As November wore on, the last autumn leaves fled from the grounds. Mr Strife made no further appearances and there were no strange howls at night. It seemed that when Aunt Irene had told the cadaverous man to stay away, her word had been law. Robin began, against all odds, to relax.

* * *

“Your aunt would like to see you, boy,” Hestia announced one evening, bursting into Robin’s room without knocking. Henry had mutteringly suggested that she did this in her endless quest to find them doing something wrong. Instead, Henry and Robin were lying on their stomachs playing draughts, while Woad rummaged through Robin’s sock drawer, trying on every pair methodically before casting them aside.

“What does Aunt Irene want me for?” Robin asked, puzzled.

Hestia’s eyebrows swooped up haughtily. “‘What does she want’, he asks! Does the child think Hestia hasn’t enough work without being a secretary as well?”

“It can’t be anything bad,” Henry said, noticing Robin’s worried expression. “I mean, it’s not like we’ve done anything wrong since…” He sighed wistfully. “Well, since forever.”

Robin found his aunt in the red sitting room. “Come in, boy, and close the door. This house is full of draughts. It makes the old wood warp and does my bones no favours either.”

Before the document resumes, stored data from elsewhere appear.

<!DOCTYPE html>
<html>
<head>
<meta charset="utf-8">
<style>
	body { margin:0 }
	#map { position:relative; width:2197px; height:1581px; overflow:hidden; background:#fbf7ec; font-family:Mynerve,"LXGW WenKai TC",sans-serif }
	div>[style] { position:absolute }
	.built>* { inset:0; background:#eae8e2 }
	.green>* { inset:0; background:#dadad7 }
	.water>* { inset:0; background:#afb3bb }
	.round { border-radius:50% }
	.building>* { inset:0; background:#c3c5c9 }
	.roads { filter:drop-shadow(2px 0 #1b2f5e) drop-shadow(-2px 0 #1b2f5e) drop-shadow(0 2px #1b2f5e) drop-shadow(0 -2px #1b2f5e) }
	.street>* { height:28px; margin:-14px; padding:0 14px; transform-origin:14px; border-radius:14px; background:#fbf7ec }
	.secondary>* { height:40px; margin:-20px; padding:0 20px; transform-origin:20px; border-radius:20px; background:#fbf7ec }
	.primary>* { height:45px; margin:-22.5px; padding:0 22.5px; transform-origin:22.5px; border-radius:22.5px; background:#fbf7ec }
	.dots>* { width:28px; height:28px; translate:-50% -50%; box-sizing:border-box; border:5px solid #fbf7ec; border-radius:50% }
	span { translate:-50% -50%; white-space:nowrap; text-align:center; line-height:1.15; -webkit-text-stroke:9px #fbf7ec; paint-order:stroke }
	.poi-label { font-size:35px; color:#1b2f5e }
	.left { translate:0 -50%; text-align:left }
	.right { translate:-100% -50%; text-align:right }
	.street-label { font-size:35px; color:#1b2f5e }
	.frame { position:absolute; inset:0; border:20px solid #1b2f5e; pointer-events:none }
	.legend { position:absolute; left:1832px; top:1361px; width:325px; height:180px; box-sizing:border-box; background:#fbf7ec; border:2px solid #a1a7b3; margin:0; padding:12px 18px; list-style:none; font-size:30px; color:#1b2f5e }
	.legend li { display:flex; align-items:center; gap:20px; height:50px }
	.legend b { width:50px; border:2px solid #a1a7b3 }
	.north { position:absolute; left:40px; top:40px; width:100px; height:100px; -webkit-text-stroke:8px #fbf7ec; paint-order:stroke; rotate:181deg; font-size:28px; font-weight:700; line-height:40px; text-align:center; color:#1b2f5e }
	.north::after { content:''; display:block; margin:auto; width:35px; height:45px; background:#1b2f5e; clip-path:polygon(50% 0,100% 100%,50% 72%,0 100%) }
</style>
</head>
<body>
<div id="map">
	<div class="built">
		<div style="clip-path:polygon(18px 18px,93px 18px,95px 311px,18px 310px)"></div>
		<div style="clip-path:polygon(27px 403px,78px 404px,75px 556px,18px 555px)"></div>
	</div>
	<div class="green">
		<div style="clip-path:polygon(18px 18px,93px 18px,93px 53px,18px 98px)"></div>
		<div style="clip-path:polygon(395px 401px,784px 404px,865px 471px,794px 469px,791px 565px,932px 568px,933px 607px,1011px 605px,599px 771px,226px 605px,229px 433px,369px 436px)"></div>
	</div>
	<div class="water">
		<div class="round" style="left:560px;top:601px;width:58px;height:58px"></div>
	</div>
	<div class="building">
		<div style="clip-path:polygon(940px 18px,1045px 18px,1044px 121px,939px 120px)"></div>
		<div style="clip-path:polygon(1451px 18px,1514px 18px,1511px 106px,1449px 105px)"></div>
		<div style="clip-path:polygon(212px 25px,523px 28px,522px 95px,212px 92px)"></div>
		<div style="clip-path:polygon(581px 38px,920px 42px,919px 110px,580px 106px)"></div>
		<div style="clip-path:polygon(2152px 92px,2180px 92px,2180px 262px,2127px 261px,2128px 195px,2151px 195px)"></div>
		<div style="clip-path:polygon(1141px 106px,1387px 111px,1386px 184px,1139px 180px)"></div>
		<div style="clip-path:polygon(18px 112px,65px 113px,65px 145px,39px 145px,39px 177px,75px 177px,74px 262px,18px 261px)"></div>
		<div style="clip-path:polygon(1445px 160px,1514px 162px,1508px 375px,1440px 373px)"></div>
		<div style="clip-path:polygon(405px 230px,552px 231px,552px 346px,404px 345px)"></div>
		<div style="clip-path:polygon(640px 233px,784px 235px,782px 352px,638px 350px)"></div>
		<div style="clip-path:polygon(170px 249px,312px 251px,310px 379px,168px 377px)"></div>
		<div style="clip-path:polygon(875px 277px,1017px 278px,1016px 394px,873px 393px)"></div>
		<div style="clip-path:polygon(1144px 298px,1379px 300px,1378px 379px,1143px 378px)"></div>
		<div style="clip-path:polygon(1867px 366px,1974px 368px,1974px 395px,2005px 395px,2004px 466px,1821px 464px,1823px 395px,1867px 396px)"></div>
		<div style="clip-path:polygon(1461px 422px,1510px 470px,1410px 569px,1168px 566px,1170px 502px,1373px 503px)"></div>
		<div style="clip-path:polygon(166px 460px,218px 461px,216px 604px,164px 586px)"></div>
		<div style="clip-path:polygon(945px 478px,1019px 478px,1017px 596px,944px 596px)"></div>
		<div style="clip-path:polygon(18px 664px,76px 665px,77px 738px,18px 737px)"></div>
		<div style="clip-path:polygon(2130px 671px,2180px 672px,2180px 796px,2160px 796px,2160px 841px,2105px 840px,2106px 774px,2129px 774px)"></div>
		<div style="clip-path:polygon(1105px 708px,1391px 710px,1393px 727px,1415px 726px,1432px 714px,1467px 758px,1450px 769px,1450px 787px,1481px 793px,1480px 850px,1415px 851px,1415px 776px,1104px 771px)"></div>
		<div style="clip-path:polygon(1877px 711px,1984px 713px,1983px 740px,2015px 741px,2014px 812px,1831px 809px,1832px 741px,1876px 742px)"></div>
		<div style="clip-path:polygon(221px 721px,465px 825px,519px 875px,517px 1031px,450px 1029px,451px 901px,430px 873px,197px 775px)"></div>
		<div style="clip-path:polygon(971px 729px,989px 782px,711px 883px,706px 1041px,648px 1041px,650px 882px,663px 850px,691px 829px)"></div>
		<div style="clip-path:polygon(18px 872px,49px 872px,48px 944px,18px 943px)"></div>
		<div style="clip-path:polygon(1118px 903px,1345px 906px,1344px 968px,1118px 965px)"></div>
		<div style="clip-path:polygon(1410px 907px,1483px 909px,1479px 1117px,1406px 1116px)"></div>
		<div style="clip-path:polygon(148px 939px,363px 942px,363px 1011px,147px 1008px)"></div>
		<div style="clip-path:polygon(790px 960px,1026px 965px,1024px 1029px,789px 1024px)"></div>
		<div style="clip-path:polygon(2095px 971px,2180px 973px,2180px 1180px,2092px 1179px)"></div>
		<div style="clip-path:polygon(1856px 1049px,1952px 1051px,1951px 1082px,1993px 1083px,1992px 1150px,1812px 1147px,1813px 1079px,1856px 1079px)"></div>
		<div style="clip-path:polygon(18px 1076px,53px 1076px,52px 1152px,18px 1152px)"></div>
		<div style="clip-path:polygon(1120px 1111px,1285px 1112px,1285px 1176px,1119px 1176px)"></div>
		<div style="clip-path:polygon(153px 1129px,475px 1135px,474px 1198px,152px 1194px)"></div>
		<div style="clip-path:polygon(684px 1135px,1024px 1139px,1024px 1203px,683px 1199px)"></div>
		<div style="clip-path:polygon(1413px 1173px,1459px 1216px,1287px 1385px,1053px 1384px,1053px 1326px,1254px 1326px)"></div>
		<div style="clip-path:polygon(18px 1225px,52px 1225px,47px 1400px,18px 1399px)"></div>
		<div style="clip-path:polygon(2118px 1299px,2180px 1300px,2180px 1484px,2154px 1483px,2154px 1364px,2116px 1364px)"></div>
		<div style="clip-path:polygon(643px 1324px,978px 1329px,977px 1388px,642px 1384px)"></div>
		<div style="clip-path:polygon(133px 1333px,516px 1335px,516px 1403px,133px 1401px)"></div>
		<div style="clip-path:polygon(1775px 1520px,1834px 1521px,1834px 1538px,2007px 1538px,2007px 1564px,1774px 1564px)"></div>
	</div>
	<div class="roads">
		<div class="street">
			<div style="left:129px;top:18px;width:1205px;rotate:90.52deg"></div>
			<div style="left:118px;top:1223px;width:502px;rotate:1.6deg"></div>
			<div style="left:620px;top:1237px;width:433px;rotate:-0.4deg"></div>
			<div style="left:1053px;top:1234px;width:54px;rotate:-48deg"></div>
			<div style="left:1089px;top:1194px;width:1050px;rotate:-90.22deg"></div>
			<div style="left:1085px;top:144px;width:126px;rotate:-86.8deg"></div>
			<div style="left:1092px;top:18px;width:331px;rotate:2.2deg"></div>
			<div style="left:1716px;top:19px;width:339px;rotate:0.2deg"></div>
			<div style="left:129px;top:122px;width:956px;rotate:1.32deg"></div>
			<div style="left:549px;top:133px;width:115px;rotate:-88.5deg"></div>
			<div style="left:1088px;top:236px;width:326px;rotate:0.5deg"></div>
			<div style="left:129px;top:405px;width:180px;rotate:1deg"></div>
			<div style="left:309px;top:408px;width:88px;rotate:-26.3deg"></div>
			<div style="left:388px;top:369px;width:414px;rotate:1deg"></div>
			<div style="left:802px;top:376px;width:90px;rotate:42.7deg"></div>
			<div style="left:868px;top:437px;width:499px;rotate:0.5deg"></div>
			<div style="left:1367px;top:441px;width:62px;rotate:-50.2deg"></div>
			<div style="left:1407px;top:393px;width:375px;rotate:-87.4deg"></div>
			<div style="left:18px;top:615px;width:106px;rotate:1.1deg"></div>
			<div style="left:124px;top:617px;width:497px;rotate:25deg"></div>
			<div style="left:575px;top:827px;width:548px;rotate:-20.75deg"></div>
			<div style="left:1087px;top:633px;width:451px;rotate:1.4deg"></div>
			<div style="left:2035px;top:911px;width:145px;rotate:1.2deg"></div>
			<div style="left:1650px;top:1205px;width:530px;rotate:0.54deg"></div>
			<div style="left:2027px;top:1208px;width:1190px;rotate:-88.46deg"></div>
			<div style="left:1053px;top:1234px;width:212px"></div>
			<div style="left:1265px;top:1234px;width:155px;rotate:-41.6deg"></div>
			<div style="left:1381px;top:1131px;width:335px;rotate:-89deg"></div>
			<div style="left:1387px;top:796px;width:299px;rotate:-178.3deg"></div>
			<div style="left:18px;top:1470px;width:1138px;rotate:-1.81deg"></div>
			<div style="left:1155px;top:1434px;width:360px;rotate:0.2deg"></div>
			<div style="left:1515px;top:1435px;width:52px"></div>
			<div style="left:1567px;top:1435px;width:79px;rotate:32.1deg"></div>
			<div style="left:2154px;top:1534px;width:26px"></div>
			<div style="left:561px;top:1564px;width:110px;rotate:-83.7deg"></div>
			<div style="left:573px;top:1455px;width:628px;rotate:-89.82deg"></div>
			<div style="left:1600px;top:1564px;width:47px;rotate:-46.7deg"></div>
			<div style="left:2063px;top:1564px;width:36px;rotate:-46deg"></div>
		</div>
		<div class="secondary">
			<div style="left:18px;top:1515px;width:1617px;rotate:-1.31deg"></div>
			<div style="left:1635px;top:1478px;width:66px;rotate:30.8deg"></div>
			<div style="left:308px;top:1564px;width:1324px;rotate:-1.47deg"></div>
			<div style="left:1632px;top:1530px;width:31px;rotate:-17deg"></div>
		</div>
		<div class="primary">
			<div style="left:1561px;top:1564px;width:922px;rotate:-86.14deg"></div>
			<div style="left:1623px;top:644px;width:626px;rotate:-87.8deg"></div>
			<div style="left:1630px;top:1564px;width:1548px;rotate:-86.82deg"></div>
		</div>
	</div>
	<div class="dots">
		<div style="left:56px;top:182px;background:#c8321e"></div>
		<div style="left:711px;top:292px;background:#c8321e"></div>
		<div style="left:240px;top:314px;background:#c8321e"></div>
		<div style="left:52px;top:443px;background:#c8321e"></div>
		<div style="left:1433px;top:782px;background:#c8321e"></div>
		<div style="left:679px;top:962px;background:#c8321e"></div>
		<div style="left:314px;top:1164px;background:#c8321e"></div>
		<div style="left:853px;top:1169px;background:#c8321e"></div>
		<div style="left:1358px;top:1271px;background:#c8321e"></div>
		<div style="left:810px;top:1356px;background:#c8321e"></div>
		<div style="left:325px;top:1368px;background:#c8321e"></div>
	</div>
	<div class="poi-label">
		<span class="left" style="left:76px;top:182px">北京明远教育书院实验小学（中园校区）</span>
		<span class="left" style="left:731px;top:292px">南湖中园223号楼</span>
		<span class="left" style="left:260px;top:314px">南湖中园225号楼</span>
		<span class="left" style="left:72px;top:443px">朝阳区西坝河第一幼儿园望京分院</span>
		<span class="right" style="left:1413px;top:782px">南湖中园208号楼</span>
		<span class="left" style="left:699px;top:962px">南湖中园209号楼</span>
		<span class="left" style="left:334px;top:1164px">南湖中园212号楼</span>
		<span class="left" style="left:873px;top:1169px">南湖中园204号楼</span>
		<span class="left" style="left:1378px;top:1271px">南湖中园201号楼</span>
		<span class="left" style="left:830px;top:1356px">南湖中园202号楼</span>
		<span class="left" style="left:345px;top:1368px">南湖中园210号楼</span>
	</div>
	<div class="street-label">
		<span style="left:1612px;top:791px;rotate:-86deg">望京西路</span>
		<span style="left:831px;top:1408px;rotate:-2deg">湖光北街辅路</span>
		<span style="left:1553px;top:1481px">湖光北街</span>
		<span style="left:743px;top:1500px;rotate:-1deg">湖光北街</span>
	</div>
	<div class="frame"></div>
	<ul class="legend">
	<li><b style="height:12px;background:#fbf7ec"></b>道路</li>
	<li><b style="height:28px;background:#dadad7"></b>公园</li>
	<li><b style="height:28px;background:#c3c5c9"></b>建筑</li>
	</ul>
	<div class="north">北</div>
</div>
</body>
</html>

“You need not be concerned, Robin” she said, noticing his expression. “You have done nothing wrong.” She paused, thoughtfully. “Or at least nothing that has yet reached my ears.”

Robin smiled with relief.

“I am, as you know, unaccustomed to many traditions of the human world,” Irene continued. “However, I have been doing some reading and Mr Drover has also informed me that during the following month, it is Christmas, and that usually … presents are involved.”

Robin now gave his aunt his full attention.

Irene reached over to the desk and picked something up. “In view of this…” She held out a gift. “You may open it tonight.” She seemed to falter for a moment, as though trying to remember something. “Ah yes … and, well, greetings of the season.”

Robin looked up at her. “I can open it now? Really?” There were still four weeks to Christmas.

Irene nodded. “I see no reason why not. There will doubtless be other gifts on the day itself, but this…” She tapped the package with a fingertip, “… This is something I feel you might find enlightening now.” She smiled briefly. “Open it in your room. One-oh-seven,” she added cryptically.

Robin frowned, but she shooed him out of the room, turning her attention back to her desk.

Later, alone in his room, he threw himself onto his bed, package in hand. Tearing off the wrapping, he found a large, ancient-looking book, bound in cracked brown leather and covered in traceries of gold. Robin’s face fell. A book … More homework?

The embossed lettering declared the haughty old work as:

 

‘A CONCISE AND INCOMPLETE GENEOLOGY OF THE HOUSES OF THE FAE’

BY DAMSON, HAWTHORN AND THISTLEDOWN

 

Etched on the frontispiece was a large, multi-branched tree. Its boughs swaying silently in some unfelt breeze.

Robin flipped through the pages at random. The old, mottled parchment felt stiff and waxy between his fingers. Each page was filled with tiny handwriting, squeezed in around the pictures. Some of the sketches were nothing more than faint pencil lines. Others were inked, coloured with dark pigments.

He flicked back and forth through the many pages, reading the titles.

 

House of Coltsfoot: including Baron Coltsfoot and the Battle of Briar Hill.

House of Buckthorn: with ref. to Lady Buckthorn’s silver mirror.